Côté chansons, évidemment, l’univers est très familier : la plupart d’entre elles tournent autour du piano et de la voix de Keys, mais comme Alicia Keys est une « vraie femme », l’heure n’est plus vraiment à la vulnérabilité. La fille qui lançait ce fantastique cri du cœur qu’était «  » est remisée au placard. Le beat militaire de « New Day », est ce qu’il y a de plus punchy ici, on croirait presque du Beyoncé, mais on devine déjà la grosse hésitation de ce disque : pousser les chansons le plus loin possible ou bien poser les choses ? La décision n’est jamais réellement prise, et comme le nouveau Rihanna sorti la semaine dernière, « faire différent » signifie surtout « faire un fourre-tout ». Et surtout, c’est frustrant de voir son talent destiné à produire toujours la même soul urbaine depuis cinq albums (d’où l’armée de producteurs et le besoin de vendre son idée du « changement »). Les seules miettes de ce renouveau se retrouvent dans les titres de certains morceaux (« Brand New Me », « New Day », « When It’s All Over », « 101 »), et surtout, on ne perçoit jamais dans Girl On Fire l’excitation procurée par un nouveau départ.

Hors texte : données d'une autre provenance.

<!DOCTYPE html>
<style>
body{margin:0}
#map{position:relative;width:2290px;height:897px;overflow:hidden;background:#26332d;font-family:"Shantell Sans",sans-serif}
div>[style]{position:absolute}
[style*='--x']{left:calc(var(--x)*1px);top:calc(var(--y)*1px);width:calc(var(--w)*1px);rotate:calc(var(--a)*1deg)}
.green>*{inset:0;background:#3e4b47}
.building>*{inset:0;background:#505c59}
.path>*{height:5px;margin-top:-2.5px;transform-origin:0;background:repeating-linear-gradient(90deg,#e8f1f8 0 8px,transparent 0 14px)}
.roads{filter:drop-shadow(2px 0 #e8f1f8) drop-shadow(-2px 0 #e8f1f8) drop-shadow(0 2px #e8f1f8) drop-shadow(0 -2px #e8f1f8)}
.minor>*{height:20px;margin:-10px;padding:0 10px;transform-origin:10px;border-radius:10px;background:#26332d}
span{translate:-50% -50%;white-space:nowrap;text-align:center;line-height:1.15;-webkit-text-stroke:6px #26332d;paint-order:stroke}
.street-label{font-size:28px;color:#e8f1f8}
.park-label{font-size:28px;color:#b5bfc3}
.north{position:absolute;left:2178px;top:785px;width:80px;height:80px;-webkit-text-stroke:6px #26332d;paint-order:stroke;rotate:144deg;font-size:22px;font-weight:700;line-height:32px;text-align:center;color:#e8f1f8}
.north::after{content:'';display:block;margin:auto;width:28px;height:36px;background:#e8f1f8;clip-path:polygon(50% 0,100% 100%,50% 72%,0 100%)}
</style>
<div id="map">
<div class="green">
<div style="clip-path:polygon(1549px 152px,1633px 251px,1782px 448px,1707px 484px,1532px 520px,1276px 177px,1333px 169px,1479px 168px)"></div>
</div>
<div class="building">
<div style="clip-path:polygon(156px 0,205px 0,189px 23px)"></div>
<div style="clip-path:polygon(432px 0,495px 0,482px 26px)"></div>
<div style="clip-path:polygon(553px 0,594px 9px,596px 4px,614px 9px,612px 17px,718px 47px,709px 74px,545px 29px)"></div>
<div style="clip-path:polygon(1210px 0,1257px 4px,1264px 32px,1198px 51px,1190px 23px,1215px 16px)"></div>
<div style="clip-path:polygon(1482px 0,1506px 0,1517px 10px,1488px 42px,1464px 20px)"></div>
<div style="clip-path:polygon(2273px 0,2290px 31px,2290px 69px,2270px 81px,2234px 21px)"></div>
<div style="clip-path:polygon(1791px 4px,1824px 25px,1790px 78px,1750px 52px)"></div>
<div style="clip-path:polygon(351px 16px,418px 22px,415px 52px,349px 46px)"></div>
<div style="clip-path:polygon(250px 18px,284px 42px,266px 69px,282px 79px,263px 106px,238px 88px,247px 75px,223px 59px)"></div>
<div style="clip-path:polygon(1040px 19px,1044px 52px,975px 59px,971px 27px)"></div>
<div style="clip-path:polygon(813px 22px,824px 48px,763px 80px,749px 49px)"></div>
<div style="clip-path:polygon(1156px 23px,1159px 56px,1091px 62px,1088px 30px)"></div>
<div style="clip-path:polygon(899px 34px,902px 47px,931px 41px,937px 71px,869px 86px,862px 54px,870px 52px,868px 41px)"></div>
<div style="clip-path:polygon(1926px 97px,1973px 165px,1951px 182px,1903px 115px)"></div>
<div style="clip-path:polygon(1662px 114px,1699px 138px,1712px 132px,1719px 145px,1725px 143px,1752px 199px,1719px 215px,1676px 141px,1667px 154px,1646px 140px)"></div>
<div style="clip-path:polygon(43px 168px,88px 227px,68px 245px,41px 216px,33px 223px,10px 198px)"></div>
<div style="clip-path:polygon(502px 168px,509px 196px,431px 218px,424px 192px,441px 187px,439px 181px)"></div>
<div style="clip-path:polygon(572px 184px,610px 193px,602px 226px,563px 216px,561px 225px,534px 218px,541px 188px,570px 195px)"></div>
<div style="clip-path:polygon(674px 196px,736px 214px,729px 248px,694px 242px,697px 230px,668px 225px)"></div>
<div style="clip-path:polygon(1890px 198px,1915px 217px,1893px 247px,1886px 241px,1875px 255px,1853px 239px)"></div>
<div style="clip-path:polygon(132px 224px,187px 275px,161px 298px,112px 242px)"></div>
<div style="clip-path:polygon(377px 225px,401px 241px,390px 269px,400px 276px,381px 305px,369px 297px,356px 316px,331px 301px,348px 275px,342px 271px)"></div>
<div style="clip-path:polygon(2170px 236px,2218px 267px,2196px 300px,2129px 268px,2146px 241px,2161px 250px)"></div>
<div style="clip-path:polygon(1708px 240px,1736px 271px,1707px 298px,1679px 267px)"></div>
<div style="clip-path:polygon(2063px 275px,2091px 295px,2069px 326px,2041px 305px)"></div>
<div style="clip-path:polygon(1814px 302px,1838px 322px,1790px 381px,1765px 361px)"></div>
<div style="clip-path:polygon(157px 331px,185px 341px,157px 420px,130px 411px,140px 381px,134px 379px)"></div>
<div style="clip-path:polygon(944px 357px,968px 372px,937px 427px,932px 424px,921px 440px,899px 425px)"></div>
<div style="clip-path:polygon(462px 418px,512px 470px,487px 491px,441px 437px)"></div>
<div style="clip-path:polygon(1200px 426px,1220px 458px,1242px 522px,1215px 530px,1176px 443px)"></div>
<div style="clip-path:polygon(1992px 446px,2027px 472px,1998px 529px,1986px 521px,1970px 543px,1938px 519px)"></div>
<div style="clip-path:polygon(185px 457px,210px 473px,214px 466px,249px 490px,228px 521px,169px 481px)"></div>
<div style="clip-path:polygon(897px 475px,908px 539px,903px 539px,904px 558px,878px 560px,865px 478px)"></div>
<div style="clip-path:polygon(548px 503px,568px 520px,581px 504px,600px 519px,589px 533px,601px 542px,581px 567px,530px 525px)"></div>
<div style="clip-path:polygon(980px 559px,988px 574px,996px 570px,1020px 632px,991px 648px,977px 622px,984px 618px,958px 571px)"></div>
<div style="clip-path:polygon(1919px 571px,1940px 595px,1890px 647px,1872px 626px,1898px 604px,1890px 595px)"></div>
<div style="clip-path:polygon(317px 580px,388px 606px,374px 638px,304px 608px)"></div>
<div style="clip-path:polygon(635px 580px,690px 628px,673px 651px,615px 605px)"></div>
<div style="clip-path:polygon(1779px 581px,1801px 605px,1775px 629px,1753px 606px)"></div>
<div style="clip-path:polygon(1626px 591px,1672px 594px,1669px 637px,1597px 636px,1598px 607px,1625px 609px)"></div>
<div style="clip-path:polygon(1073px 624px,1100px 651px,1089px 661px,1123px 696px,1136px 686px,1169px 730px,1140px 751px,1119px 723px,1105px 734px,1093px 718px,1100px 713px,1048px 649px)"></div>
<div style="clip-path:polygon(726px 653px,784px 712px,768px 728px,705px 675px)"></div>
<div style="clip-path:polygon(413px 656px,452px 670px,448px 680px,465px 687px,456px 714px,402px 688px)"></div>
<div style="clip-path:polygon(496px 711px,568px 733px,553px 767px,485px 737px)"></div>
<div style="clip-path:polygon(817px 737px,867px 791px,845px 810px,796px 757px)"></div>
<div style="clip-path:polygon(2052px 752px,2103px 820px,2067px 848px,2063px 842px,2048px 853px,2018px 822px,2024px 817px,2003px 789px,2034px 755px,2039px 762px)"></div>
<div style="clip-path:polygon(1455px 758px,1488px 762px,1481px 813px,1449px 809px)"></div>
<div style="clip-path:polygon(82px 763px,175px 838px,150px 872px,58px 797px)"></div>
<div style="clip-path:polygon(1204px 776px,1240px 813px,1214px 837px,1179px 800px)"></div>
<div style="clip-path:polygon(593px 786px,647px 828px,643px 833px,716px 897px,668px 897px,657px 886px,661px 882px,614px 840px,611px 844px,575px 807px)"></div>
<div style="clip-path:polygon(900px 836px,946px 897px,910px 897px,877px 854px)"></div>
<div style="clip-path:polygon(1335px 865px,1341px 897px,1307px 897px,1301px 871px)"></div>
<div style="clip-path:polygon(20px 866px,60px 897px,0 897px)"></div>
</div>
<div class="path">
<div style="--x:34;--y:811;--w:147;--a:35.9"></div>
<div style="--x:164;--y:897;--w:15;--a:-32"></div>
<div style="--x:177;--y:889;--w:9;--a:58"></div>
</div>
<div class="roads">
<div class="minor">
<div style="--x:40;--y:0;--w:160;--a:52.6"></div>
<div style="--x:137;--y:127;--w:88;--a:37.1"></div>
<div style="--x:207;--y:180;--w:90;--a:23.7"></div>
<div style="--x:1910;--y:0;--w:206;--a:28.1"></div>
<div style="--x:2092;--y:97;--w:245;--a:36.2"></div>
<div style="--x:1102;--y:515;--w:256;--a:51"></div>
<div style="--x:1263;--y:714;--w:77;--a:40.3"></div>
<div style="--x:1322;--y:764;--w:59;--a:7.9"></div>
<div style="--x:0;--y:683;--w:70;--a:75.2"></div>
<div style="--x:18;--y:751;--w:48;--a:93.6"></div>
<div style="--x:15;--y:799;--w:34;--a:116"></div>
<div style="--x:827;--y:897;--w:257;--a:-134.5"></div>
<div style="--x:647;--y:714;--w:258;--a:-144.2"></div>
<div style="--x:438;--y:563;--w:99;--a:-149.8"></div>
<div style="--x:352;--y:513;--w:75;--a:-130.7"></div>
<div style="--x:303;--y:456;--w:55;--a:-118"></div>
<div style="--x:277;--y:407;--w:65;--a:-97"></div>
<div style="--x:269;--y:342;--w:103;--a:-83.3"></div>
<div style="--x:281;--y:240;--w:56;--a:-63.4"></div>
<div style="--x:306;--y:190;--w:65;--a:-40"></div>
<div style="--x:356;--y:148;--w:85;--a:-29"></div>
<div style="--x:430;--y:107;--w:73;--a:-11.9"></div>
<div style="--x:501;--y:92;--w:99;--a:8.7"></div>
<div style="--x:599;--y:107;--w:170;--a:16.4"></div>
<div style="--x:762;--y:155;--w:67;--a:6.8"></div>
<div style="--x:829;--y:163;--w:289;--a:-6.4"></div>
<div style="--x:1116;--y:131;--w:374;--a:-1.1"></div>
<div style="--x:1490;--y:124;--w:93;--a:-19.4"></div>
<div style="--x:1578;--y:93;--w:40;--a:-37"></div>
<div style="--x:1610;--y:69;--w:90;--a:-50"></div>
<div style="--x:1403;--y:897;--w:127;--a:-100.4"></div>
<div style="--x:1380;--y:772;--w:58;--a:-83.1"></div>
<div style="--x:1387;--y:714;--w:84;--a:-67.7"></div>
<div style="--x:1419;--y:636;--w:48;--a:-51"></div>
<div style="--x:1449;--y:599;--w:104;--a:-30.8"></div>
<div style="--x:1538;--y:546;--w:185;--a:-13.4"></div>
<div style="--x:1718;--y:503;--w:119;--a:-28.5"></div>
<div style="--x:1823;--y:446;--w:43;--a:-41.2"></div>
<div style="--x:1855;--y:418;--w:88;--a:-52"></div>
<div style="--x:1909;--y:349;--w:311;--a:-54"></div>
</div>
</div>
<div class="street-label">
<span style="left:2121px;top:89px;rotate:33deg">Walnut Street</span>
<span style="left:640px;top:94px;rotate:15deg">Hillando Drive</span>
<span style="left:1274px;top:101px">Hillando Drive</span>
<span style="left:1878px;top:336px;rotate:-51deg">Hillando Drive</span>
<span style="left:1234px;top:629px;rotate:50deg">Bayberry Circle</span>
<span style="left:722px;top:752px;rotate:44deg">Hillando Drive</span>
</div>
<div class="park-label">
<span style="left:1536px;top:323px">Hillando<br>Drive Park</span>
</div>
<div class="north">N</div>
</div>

La soul électronique de « When It’s All Over », produit par Jamie XX, est ce qu’il y a de plus « novateur » ici mais l’impact est proche du néant. Même ambiance et même conclusion pour « Listen To Your Heart ». « That’s When I Knew » est une histoire racontée au passé par quelqu’un qui regarde en arrière sur sa relation (rencontre avec son mari, mariage, tout ceci est vraaaaaaiment passionnant) quand le constat apporté par « Tears Always Win » (Alicia, franchement, la rime « missing/kissing » devient insupportable) est réchauffé au possible (« on y peut rien, dès qu’on est triste, il faut pleurer »). Le meilleur morceau de l’album est probablement « Fire We Make », avec une Keys lascive et un souffle qui fait écho aux petites léchouilles de guitare de Gary Clark Jr. La présence libidineuse de Maxwell n’enlève rien à ce morceau très sexy.

On fronce un peu plus des sourcils sur « Not Even The King », où là, Keys (35 millions d’albums vendus) nous apprend que l’argent, eh bien ça ne sert à rien en fait (« Oh castles, some people so lonely, what good is a castle / Surrounded by people, but ain’t got a friend / That’s not on the payroll »). Surtout, il y a l’hypocrisie de l’emploi du « they » (eux) qui désigne les riches-qui-n’ont-que-l’argent, et du « we » (nous), qui inclut donc Keys au rang des gens dont la richesse n’est qu’intérieure. Difficile de rentrer dans le morceau ultra-consensuel qui, au-delà de ça, n’a pas grand chose à proposer. Pas mal d’images d’Épinal traversent le disque, sur les relations, les épreuves, les trucs de la vie quoi, et surtout l’idée qu’il faut persévérer pour arriver à ses fins.

Contenu lyrique et profondeur morale sont rarement au rendez-vous sur ce genre de pop. Mais si au moins Alicia Keys faisait rêver sur Girl On Fire : cet album est certes « plus personnel », « raconté à la première personne », mais les seules images qui surgissent, c’est Alicia Keys en survêtement en train de changer la couche de son fils ou de réchauffer une soupe Liebig à son mari (sérieusement, Keys nous présente son rejeton à la fin de « When It’s All Over », où il nous dit son nom, et tout. Trop chou ou trop relou ?).

Quand on sait que la dame a trouvé quelques notes qui ont repoussé les limites de la chair de poule («  ») et chanté sur ce qui reste comme l’un des morceaux définitifs de ces dix dernières années («  »), cette « Girl On Fire », on la trouve très polie, et l’album est celui de la trentenaire maquée et millionnaire qu’elle est devenue. Il n’est en tout cas pas le disque d’un vent nouveau, ou sinon celui d’une carrière en perte de vitesse.